Meet feeeels, a new publication examining the margins between the material world and its immaterial representations. Founded by Angela Lorenzo, Drew Litowitz, Lauren Traugott-Campbell and Sarah Mohammadi, the four graphic designers first met on RISD’s graduate graphic design programme. Before that, however, the four creatives had careers outside the design industry, a useful quality that came in handy when it came to informing the debut issue’s diverse content.
Despite coming from a range of different backgrounds, it was at RISD where the group found a mutual passion for iterative, community-based learning. A way of learning fully celebrated in graduate courses in particular.
After graduating, the four magazine founders went their separate ways for a while, but it wasn’t long until they each felt the urge to “recreate that studio-like atmosphere for themselves.” Sarah tells It’s Nice That: “We felt ourselves slipping into a binary approach to design, where others would simply comment on our work rather than engage and converse in the underlying themes and ideas.” They yearned for something that bridged the gap between thematic conversation and proactive pragmatism, somewhere that brought together a range of different responses all in one place.

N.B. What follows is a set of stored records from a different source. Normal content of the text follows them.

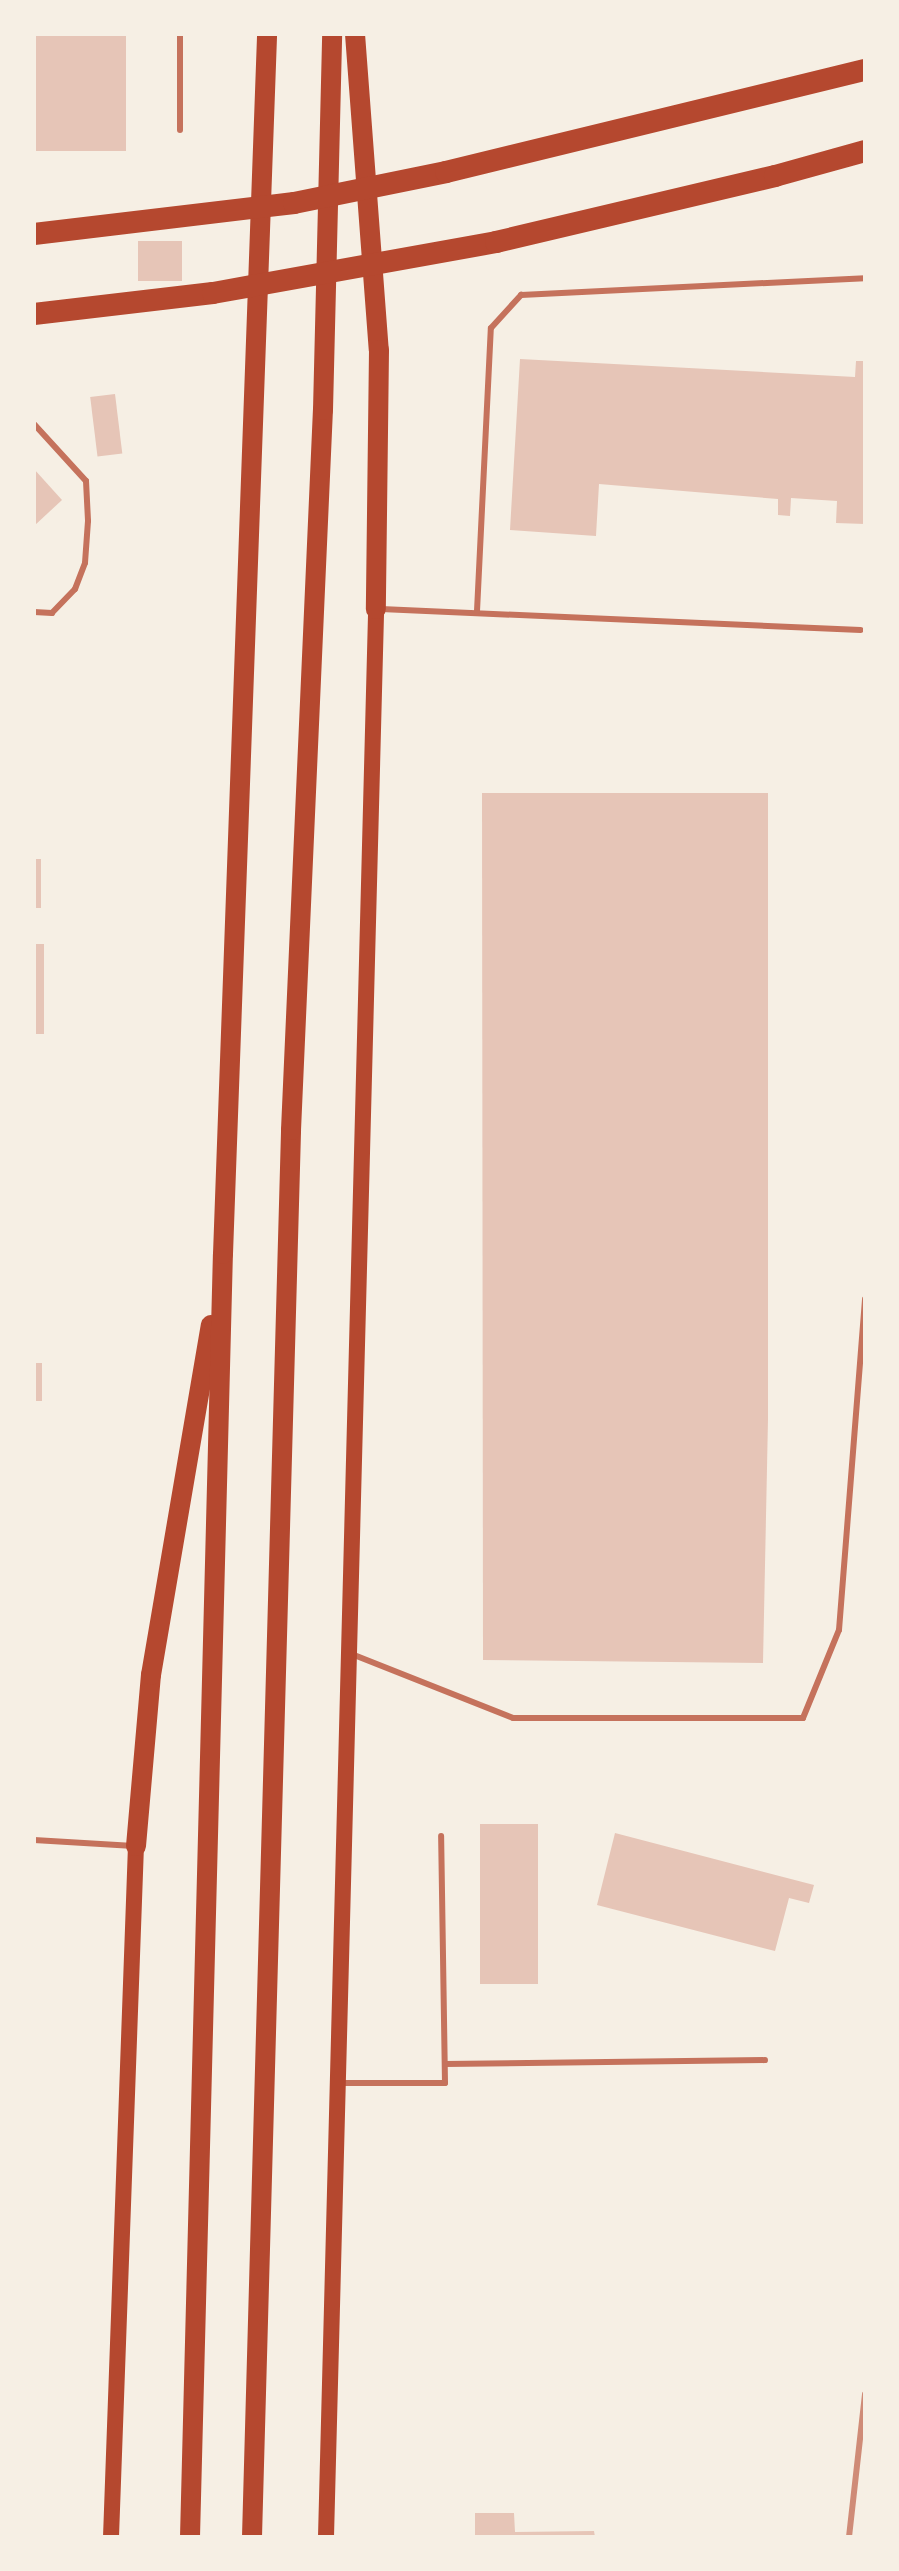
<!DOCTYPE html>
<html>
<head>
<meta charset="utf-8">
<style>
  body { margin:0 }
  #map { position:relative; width:899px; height:2571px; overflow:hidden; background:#f6efe4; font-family:"Roboto Serif",serif }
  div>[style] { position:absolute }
  .building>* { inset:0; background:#e6c5b7; transform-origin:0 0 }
  .service>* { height:6px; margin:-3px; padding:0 3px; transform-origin:3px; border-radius:3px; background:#c5725c }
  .secondary>* { height:16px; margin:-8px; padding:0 8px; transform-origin:8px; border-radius:8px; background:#b5482f }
  .primary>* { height:20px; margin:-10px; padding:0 10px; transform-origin:10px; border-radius:10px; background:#b5482f }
  .trunk>* { height:22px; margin:-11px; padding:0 11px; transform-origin:11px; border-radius:11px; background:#b5482f }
  .rail>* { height:6px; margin:-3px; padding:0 3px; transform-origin:3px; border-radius:3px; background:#cf8b77 }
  span { translate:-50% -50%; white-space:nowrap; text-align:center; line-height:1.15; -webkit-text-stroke:8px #f6efe4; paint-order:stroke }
  .frame { position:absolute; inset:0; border:36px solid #f6efe4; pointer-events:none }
</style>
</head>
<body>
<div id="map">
  <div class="building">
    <i style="left:34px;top:34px;width:92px;height:117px"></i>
    <i style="left:138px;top:241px;width:44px;height:40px"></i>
    <i style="clip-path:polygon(520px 359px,855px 377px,856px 361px,865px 361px,865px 524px,836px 523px,837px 501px,791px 498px,790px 516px,778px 515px,778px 499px,599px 484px,596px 536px,510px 530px)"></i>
    <i style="left:115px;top:394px;width:60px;height:25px;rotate:83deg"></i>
    <i style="clip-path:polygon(34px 469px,62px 500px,34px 526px)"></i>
    <i style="clip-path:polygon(482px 793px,768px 793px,768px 1419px,763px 1663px,483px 1660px)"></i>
    <i style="left:34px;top:859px;width:7px;height:49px"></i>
    <i style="left:34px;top:944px;width:10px;height:90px"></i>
    <i style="left:34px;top:1363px;width:8px;height:38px"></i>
    <i style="left:480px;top:1824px;width:58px;height:160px"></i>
    <i style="clip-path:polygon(615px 1833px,814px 1885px,809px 1903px,789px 1898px,775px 1951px,597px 1905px)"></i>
    <i style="clip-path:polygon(475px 2513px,514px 2513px,515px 2532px,594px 2531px,595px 2537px,475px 2537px)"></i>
  </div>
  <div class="service">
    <i style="left:180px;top:34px;width:96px;rotate:90deg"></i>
    <i style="left:34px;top:424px;width:77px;rotate:47.6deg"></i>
    <i style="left:86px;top:481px;width:40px;rotate:87.1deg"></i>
    <i style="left:88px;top:521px;width:42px;rotate:94.1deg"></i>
    <i style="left:85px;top:563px;width:28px;rotate:111deg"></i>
    <i style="left:75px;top:589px;width:33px;rotate:134deg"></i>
    <i style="left:52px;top:613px;width:18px;rotate:-177deg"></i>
    <i style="left:381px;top:609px;width:480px;rotate:2.5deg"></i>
    <i style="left:477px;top:611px;width:283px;rotate:-87.2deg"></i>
    <i style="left:491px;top:328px;width:45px;rotate:-47.7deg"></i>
    <i style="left:521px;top:295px;width:344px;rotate:-2.8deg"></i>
    <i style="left:349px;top:1653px;width:176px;rotate:21.6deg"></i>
    <i style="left:513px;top:1718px;width:290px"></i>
    <i style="left:803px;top:1718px;width:95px;rotate:-67.8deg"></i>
    <i style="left:839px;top:1630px;width:332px;rotate:-85.5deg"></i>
    <i style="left:34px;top:1840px;width:100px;rotate:3.4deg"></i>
    <i style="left:445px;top:2064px;width:320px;rotate:-0.7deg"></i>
    <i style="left:340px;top:2083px;width:105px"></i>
    <i style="left:445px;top:2083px;width:247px;rotate:-90.9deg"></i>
  </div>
  <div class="secondary">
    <i style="left:111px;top:2537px;width:691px;rotate:-87.93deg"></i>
    <i style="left:326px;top:2537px;width:1929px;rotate:-88.51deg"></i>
  </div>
  <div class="primary">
    <i style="left:355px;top:34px;width:317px;rotate:85.7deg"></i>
    <i style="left:379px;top:350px;width:259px;rotate:90.7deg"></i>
    <i style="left:136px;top:1846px;width:172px;rotate:-85deg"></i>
    <i style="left:151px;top:1675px;width:355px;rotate:-80.3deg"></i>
    <i style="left:190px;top:2537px;width:1283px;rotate:-88.53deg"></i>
    <i style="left:223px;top:1254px;width:1221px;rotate:-87.93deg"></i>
    <i style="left:252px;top:2537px;width:1408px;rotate:-88.41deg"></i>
    <i style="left:291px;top:1130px;width:721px;rotate:-87.46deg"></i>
    <i style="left:323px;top:410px;width:376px;rotate:-88.6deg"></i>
  </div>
  <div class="trunk">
    <i style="left:34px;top:234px;width:262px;rotate:-6.8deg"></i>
    <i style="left:294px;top:203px;width:155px;rotate:-11.5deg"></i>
    <i style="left:446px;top:172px;width:431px;rotate:-13.7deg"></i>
    <i style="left:34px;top:314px;width:180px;rotate:-6.7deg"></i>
    <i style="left:213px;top:293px;width:288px;rotate:-10.2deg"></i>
    <i style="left:496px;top:242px;width:287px;rotate:-13.3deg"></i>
    <i style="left:775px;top:176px;width:93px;rotate:-15.5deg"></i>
  </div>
  <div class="rail">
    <i style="left:849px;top:2537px;width:144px;rotate:-83.6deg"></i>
  </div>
  <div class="frame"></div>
</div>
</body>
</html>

And just like that, feeeels was born.
“As multi-disciplinary designers,” explains Angela, “we wanted a means to address how concepts of tactility have been affected by our increasingly digital world. Although touch is just one of five human sensations, we feel that it is the most powerfully intimate, relying on physical proximity in ways that are completely at odds with our current digital culture.”
With this in mind, the designers were curious to know how a tactile adjective like “fuzziness” would inform the notions of materiality and immateriality. The term fuzzy, for instance, has both a physical and metaphorical significance. It can be used in a broad spectrum of topics and issues, and so, the founders felt it would be an apt theme for feeeels’ debut issue.
Galleryfeeeels: Issue one
Drawing out the associations between fuzziness as a tactile metaphor as well as a nebulous concept, the publication delves into a wide range of think pieces, thoughtfully curated to maximise on the topics at hand. “We wanted the design process to reflect a collective framework,” says Drew on the collaborative process. Instead of implementing a fixed grid system, the designers were interested in how the group’s individual aesthetic preferences could bring about surprising outcomes. Deliberately steering away from current visual trends, the first issue was passed around each designer in equal measure. Each creative applied a distinct touch to the pages, embracing openness as a way to create something wholly unexpected.
Lauren adds on the matter: “It was certainly not the most efficient way of working, but rather a way to break old habits, to push each other creatively and to question the status quo of design-thinking.” To coincide with the inaugural launch feeeels, the founders set out to create a custom typeface responding to said theme. For fuzzy, they brought Jack Halten Fahnestock on board to design their first font; an extremely fuzzy typeface. The bespoke twist became a highlight for the designers, something they’ll certainly look forward to continuing in future issues.
Elsewhere, the group cites another highlight as the “community we created throughout this process.” Working with a total of 49 people, Sarah, Angela, Drew and Lauren gained a number of useful skills throughout the publication’s production. From conversing with contributors, seeking advice on independent publishing, to creating a line of merchandise to run alongside the mag, “every stage of the process was a new way for us to expand our community,” adds Sarah. Among the dedicated 49 people that helped shape this first issue, the founders credit their friends, family “and a lot of patience” for making feeeels happen.
Providing its readers with the chance to deeply consider the physical, feeeels hopes to inspire confidence in our experiences through tactility. “We want to offer our audience a space devoid of avatars and virtual interactions to explore, to question and to make sense of this moment,” the founders finally go on to say. “We want people to feel excited and warm when they read through this magazine; to see the human and emotional side of creativity and passion at work.”